• PROBLEM STATEMENT:
Pull out every line with the word "linejoin" from the entries below.

[Records drawn from a dataset]
__________

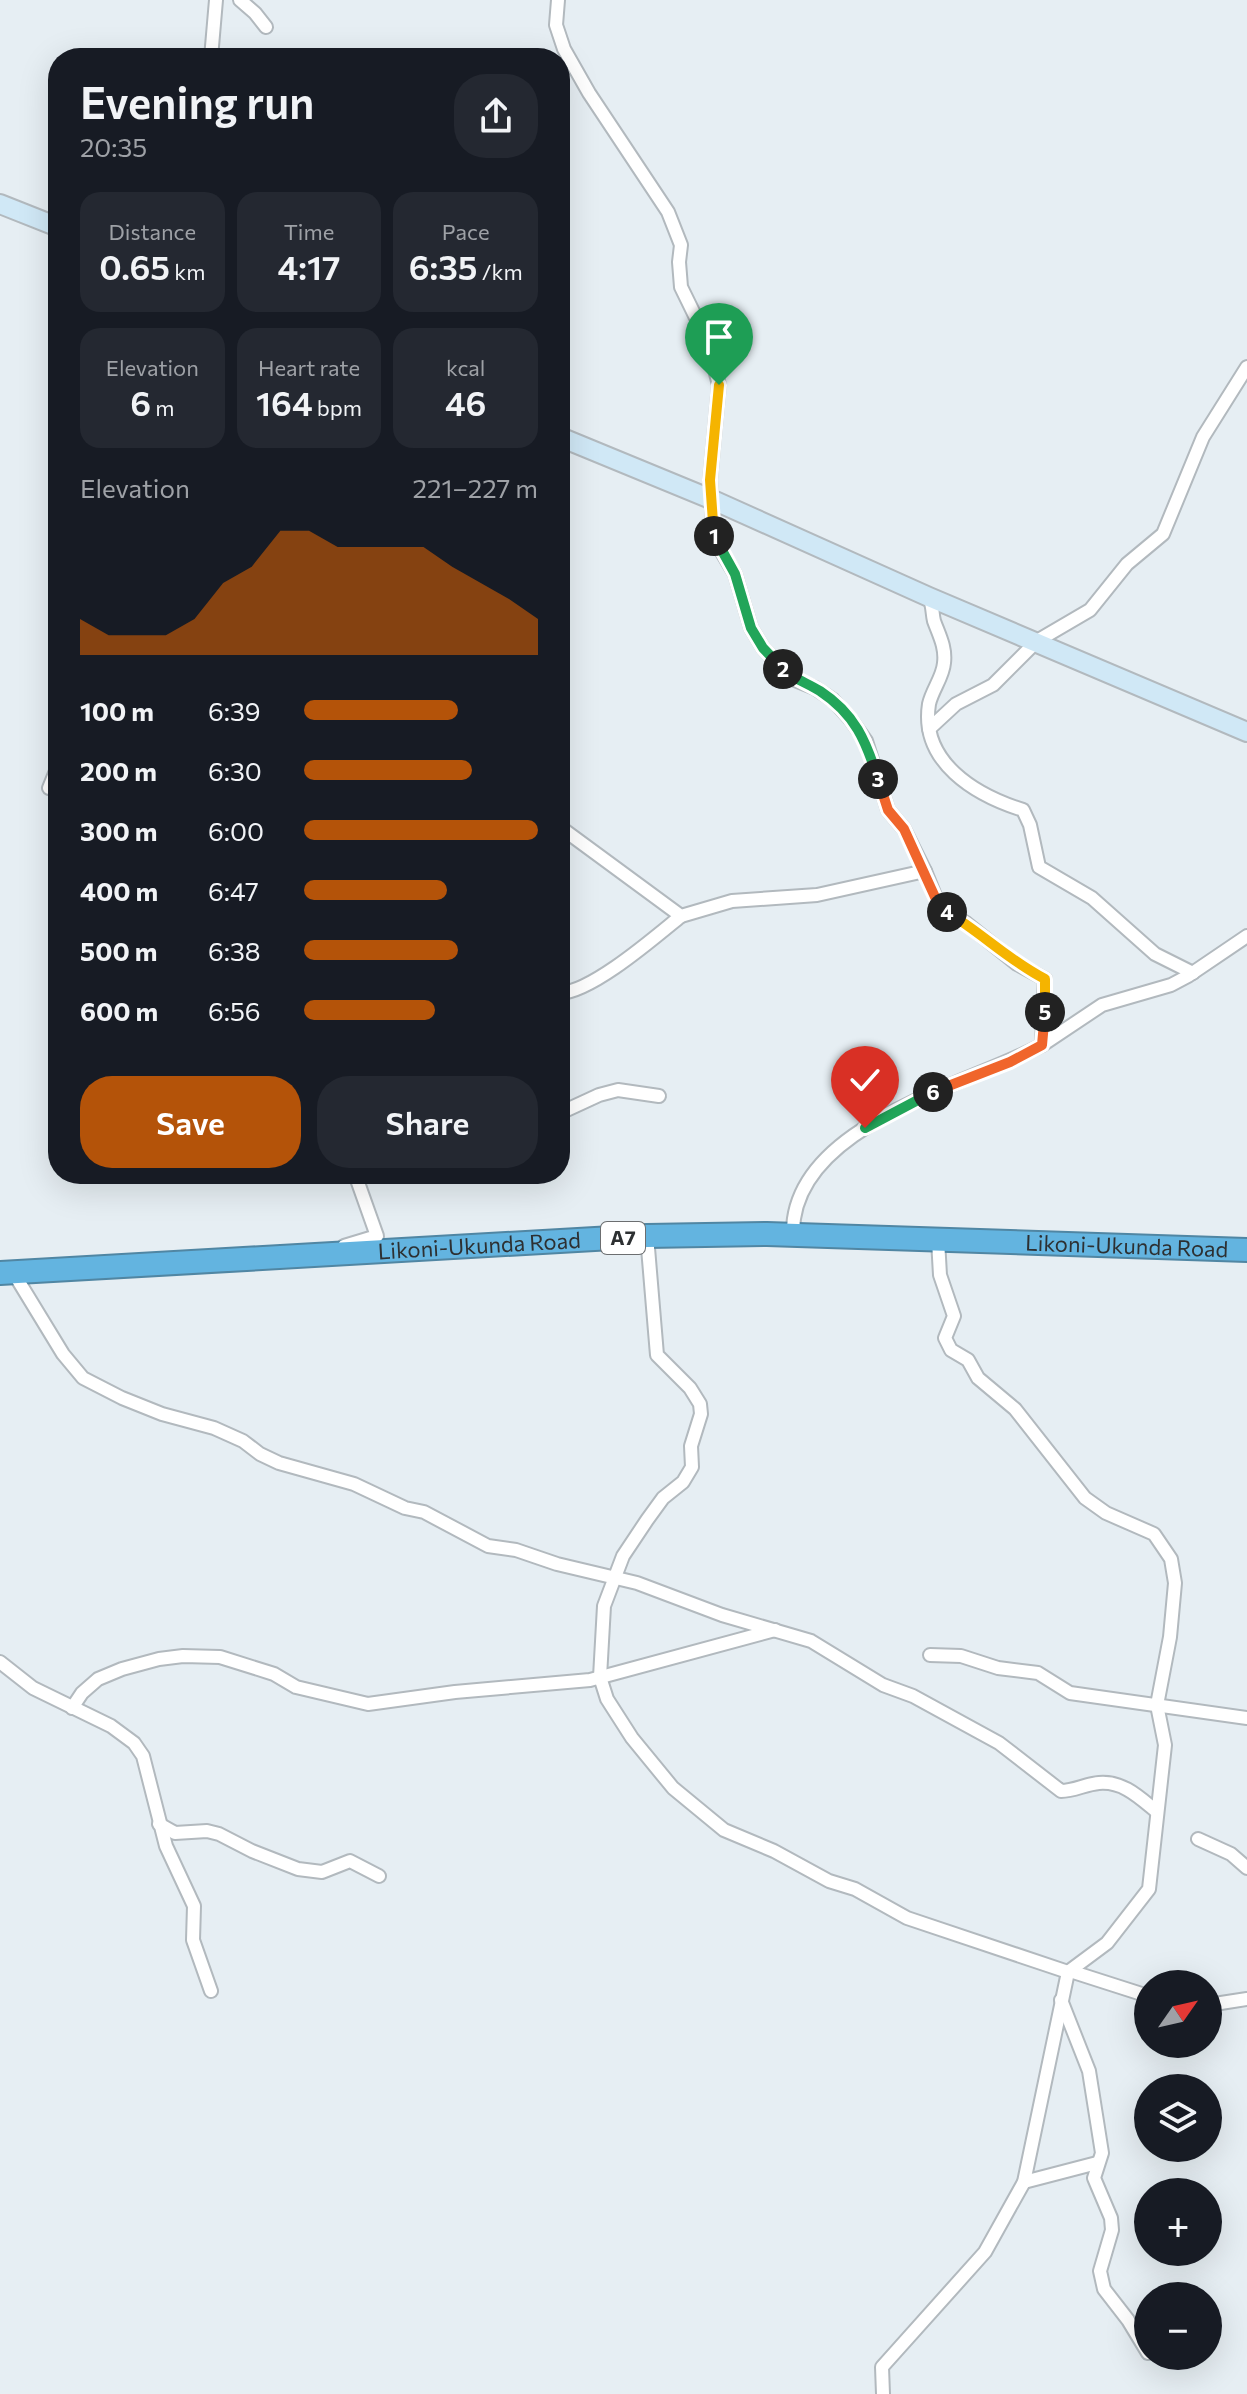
<!DOCTYPE html>
<html lang="en">
<head>
<meta charset="utf-8">
<style>
  body { margin:0; font-family:Commissioner,sans-serif; background:#242831; color:#f1f3f6; height:100vh; display:flex; flex-direction:column; font-size:30px; white-space:nowrap }
  * { box-sizing:border-box; margin:0 }
  p { font-size:26px; color:#9ea1a6 }
  .icon { flex:none; width:44px; height:44px; fill:none; stroke:currentColor; stroke-width:2; stroke-linecap:round; stroke-linejoin:round }
  .map { position:relative; flex:1; overflow:hidden }
  .panel { position:absolute; left:48px; top:48px; width:522px; height:1136px; display:flex; flex-direction:column; background:#171b24; border-radius:32px; box-shadow:0 8px 32px #0002 }
  .panel>* { flex:none }
  .needle { width:52px; rotate:56deg }
  .tools { position:absolute; left:1134px; top:1970px; display:grid; gap:16px }
  .tools a { display:grid; place-items:center; width:88px; height:88px; border-radius:50%; background:#171b24; box-shadow:0 8px 32px #0002; font-size:40px }
  .pin { position:absolute; display:grid; place-items:center; width:68px; height:68px; color:#fff; margin:-82px -34px; border-radius:50% 50% 50% 0; rotate:-45deg; box-shadow:0 0 8px #0007 }
  .pin .icon { rotate:45deg }
  .km { position:absolute; width:40px; height:40px; margin:-20px; border-radius:50%; background:#222; color:#fff; font-size:22px; line-height:40px; text-align:center }
  .round { display:grid; place-items:center; flex:none; width:84px; height:84px; border-radius:32px; background:#242831 }
  .head { display:flex; align-items:center; justify-content:space-between; height:136px; padding:0 32px }
  h1 { font-size:44px; font-weight:600; line-height:60px }
  .metrics { display:grid; grid-template-columns:repeat(3,1fr); gap:12px; height:136px; padding:8px 32px }
  .metrics div { display:grid; align-content:center; border-radius:20px; background:#242831; text-align:center }
  .metrics b { font-size:34px; font-weight:600 }
  .metrics small { font-size:22px; font-weight:400 }
  .metrics p { font-size:22px }
  .chart { height:224px; padding:16px 32px }
  .chart p { display:flex; justify-content:space-between }
  .chart svg { width:100%; height:144px; margin-top:8px; fill:#b45309; opacity:.7 }
  .primary-button { display:flex; gap:16px; margin-top:auto; padding:16px 32px }
  .primary-button a { flex:1; height:92px; border-radius:32px; background:#b45309; color:#fff; font-size:32px; font-weight:600; line-height:92px; text-align:center }
  .primary-button a+a { background:#242831; color:#f1f3f6 }
  ul { padding:0 32px; list-style:none; font-size:26px }
  li { display:grid; grid-template-columns:128px 96px 1fr; align-items:center; height:60px }
  li i { height:20px; border-radius:10px; background:#b45309 }
  .map>svg:first-child { display:block }
</style>
</head>
<body>
<div class="map">
<svg width="1247" height="2394" viewBox="0 0 1247 2394">
  <rect width="100%" height="100%" fill="#e6eef3"/>
  <g fill="none" stroke-linecap="round" stroke-linejoin="round">
    <defs>
      <g id="street">
        <path d="M240,0L255,13L266,27"/>
        <path d="M558,0L556,25L564,49L589,93L668,212L681,245L679,262L681,287L702,330L708,356L714,366L719,385L710,480L714,539L735,574L751,628L763,648L781,667L795,680L815,688L833,700L851,720L866,741L888,810L904,829L925,871"/>
        <path d="M211,58L216,0"/>
        <path d="M929,597C933,605 932,613 934,621C939,635 946,647 944,663C943,677 932,690 929,704C920,762 975,795 1023,810L1030,825L1039,867L1092,898L1155,954L1193,973"/>
        <path d="M929,729L956,704L993,685L1037,641L1090,610L1127,564L1163,534L1203,437L1247,367"/>
        <path d="M49,788L58,766"/>
        <path d="M560,827L681,916L732,901L817,895L925,871L940,908L966,923L1017,964L1045,979L1042,1045C966,1086 790,1126 793,1235"/>
        <path d="M560,993C592,992 655,937 681,916"/>
        <path d="M1042,1045L1102,1005L1171,985L1188,976L1247,936"/>
        <path d="M560,1113L599,1095L618,1090L659,1096"/>
        <path d="M647,1236L657,1355L690,1388L700,1404L701,1414L691,1446L692,1467L683,1482L663,1498L647,1520L623,1556L604,1606L600,1677L607,1699L632,1738L673,1788L724,1830L774,1851L829,1881L855,1889L907,1918L1068,1972"/>
        <path d="M344,1246L377,1236L355,1174"/>
        <path d="M13,1272L63,1354L83,1378L122,1398L162,1414L214,1428L243,1441L260,1454L279,1463L354,1484L405,1508L424,1512L488,1546L516,1550L557,1564L637,1583L722,1615L811,1641L883,1685L913,1696L999,1743L1061,1791C1074,1791 1086,1784 1099,1783C1123,1781 1139,1797 1156,1811"/>
        <path d="M930,1655L961,1656L998,1668L1038,1673L1070,1693L1247,1718"/>
        <path d="M0,1662L33,1688L111,1726L134,1743L143,1756L166,1846L194,1906L193,1940L211,1991"/>
        <path d="M72,1708L82,1693L98,1679L122,1669L159,1659L183,1656L220,1657L274,1674L296,1687L368,1704L455,1692L590,1680L775,1630"/>
        <path d="M159,1824L175,1833L207,1831L219,1834L252,1851L298,1869L322,1872L350,1861L379,1876"/>
        <path d="M1198,1839L1231,1854L1247,1868"/>
        <path d="M1070,1971L1148,1996"/>
        <path d="M1061,2000L1089,2071L1102,2153L1094,2178L1111,2218L1112,2230L1100,2271L1104,2289L1128,2320L1148,2353"/>
        <path d="M1208,2005L1247,1999"/>
        <path d="M1024,2182L1097,2163"/>
        <path d="M883,2394L882,2367L985,2252L1024,2182L1068,1972L1107,1943L1149,1889L1165,1745L1157,1705L1170,1637L1175,1583L1171,1559L1154,1534L1106,1513L1085,1498L1015,1409L978,1378L968,1360L951,1350L945,1338L954,1316L940,1275L938,1240"/>
      </g>
      <g id="secondary">
        <path d="M0,204L58,227"/>
        <path d="M560,437L713,500L929,597L1247,732"/>
      </g>
      <g id="highway">
        <path id="s1" d="M0,1273L647,1236L767,1234L1247,1250"/>
      </g>
    </defs>
    <use href="#street" stroke="#b2b9be" stroke-width="16"/>
    <use href="#secondary" stroke="#b2b9be" stroke-width="22"/>
    <use href="#highway" stroke="#5086a3" stroke-width="26"/>
    <use href="#street" stroke="#fff" stroke-width="12"/>
    <use href="#secondary" stroke="#d0e8f6" stroke-width="18"/>
    <use href="#highway" stroke="#63b4e0" stroke-width="22"/>
  </g>
  <g fill="none" stroke-linecap="round" stroke-linejoin="round">
    <defs>
      <path id="split-1" d="M714,536L710,480L719,385"/>
      <path id="split-2" d="M714,536L735,574L751,628L763,648L783,669"/>
      <path id="split-3" d="M783,669C794,679 807,683 820,691C855,714 866,741 878,779"/>
      <path id="split-4" d="M878,779L888,810L904,829L940,908L947,912"/>
      <path id="split-5" d="M947,912C982,933 1008,960 1045,979V1012"/>
      <path id="split-6" d="M933,1092L1010,1062L1042,1045L1045,1012"/>
      <path id="split-7" d="M865,1128L933,1092"/>
    </defs>
    <use href="#split-1" stroke="#fff" stroke-width="16"/>
    <use href="#split-2" stroke="#fff" stroke-width="16"/>
    <use href="#split-3" stroke="#fff" stroke-width="16"/>
    <use href="#split-4" stroke="#fff" stroke-width="16"/>
    <use href="#split-5" stroke="#fff" stroke-width="16"/>
    <use href="#split-6" stroke="#fff" stroke-width="16"/>
    <use href="#split-7" stroke="#fff" stroke-width="16"/>
    <use href="#split-1" stroke="#f5b400" stroke-width="10"/>
    <use href="#split-2" stroke="#22a559" stroke-width="10"/>
    <use href="#split-3" stroke="#22a559" stroke-width="10"/>
    <use href="#split-4" stroke="#f0652b" stroke-width="10"/>
    <use href="#split-5" stroke="#f5b400" stroke-width="10"/>
    <use href="#split-6" stroke="#f0652b" stroke-width="10"/>
    <use href="#split-7" stroke="#22a559" stroke-width="10"/>
  </g>
  <g text-anchor="middle" stroke-width="6" stroke-linejoin="round" paint-order="stroke">
    <rect fill="#fff" stroke="#6c6e70" stroke-width="2" x="601" y="1222" width="44" height="32" rx="6"/>
    <g font-size="20" font-weight="bold" fill="#2d3032">
      <text x="623" y="1245">A7</text>
    </g>
    <g font-size="22" fill="#2d3032" stroke="#fff">
      <text dy="8" stroke="none"><textPath href="#s1" startOffset="480">Likoni-Ukunda Road</textPath></text>
      <text dy="8" stroke="none"><textPath href="#s1" startOffset="1128">Likoni-Ukunda Road</textPath></text>
    </g>
  </g>
</svg>
<div class="tools">
<a><svg class="needle" viewBox="-14 -14 28 28"><path d="M0-13l5 13h-10z" fill="#e53935"/><path d="M0 13l5-13h-10z" fill="#9ea1a6"/></svg></a>
<a><svg class="icon" aria-label="layers" viewBox="0 0 24 24"><path d="M12 4l9 5-9 5-9-5zM3 14l9 5 9-5"/></svg></a>
<a>+</a>
<a>−</a>
</div>
<div class="pin" style="left:719px;top:385px;background:#1e9e55"><svg class="icon" aria-label="arrive" viewBox="0 0 24 24"><path d="M6 21V4h12l-3 4 3 4H6"/></svg></div>
<div class="pin" style="left:865px;top:1128px;background:#d93025"><svg class="icon" aria-label="check" viewBox="0 0 24 24"><path d="M5 12l5 5 9-10"/></svg></div>
<b class="km" style="left:714px;top:536px">1</b>
<b class="km" style="left:783px;top:669px">2</b>
<b class="km" style="left:878px;top:779px">3</b>
<b class="km" style="left:947px;top:912px">4</b>
<b class="km" style="left:1045px;top:1012px">5</b>
<b class="km" style="left:933px;top:1092px">6</b>
<section class="panel">
<div class="head"><div><h1>Evening run</h1><p>20:35</p></div><a class="round"><svg class="icon" aria-label="share" viewBox="0 0 24 24"><path d="M12 15V3M7 8l5-5 5 5M5 13v7h14v-7"/></svg></a></div>
<div class="metrics">
<div><p>Distance</p><b>0.65<small> km</small></b></div>
<div><p>Time</p><b>4:17</b></div>
<div><p>Pace</p><b>6:35<small> /km</small></b></div>
</div>
<div class="metrics">
<div><p>Elevation</p><b>6<small> m</small></b></div>
<div><p>Heart rate</p><b>164<small> bpm</small></b></div>
<div><p>kcal</p><b>46</b></div>
</div>
<div class="chart"><p><span>Elevation</span>221–227 m</p>
<svg viewBox="0 0 160 44" preserveAspectRatio="none"><path d="M0 44V33L10 38L20 38L30 38L40 33L50 22L60 17L70 6L80 6L90 11L100 11L110 11L120 11L130 17L140 22L150 27L160 33V44z"/></svg>
</div>
<ul>
<li><b>100 m</b>6:39<i style="width:66%"></i></li>
<li><b>200 m</b>6:30<i style="width:72%"></i></li>
<li><b>300 m</b>6:00<i style="width:100%"></i></li>
<li><b>400 m</b>6:47<i style="width:61%"></i></li>
<li><b>500 m</b>6:38<i style="width:66%"></i></li>
<li><b>600 m</b>6:56<i style="width:56%"></i></li>
</ul>
<div class="primary-button"><a>Save</a><a>Share</a></div>
</section>
</div>
</body>
</html>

__________

• RESPONSE BELOW:
  .icon { flex:none; width:44px; height:44px; fill:none; stroke:currentColor; stroke-width:2; stroke-linecap:round; stroke-linejoin:round }
  <g fill="none" stroke-linecap="round" stroke-linejoin="round">
  <g fill="none" stroke-linecap="round" stroke-linejoin="round">
  <g text-anchor="middle" stroke-width="6" stroke-linejoin="round" paint-order="stroke">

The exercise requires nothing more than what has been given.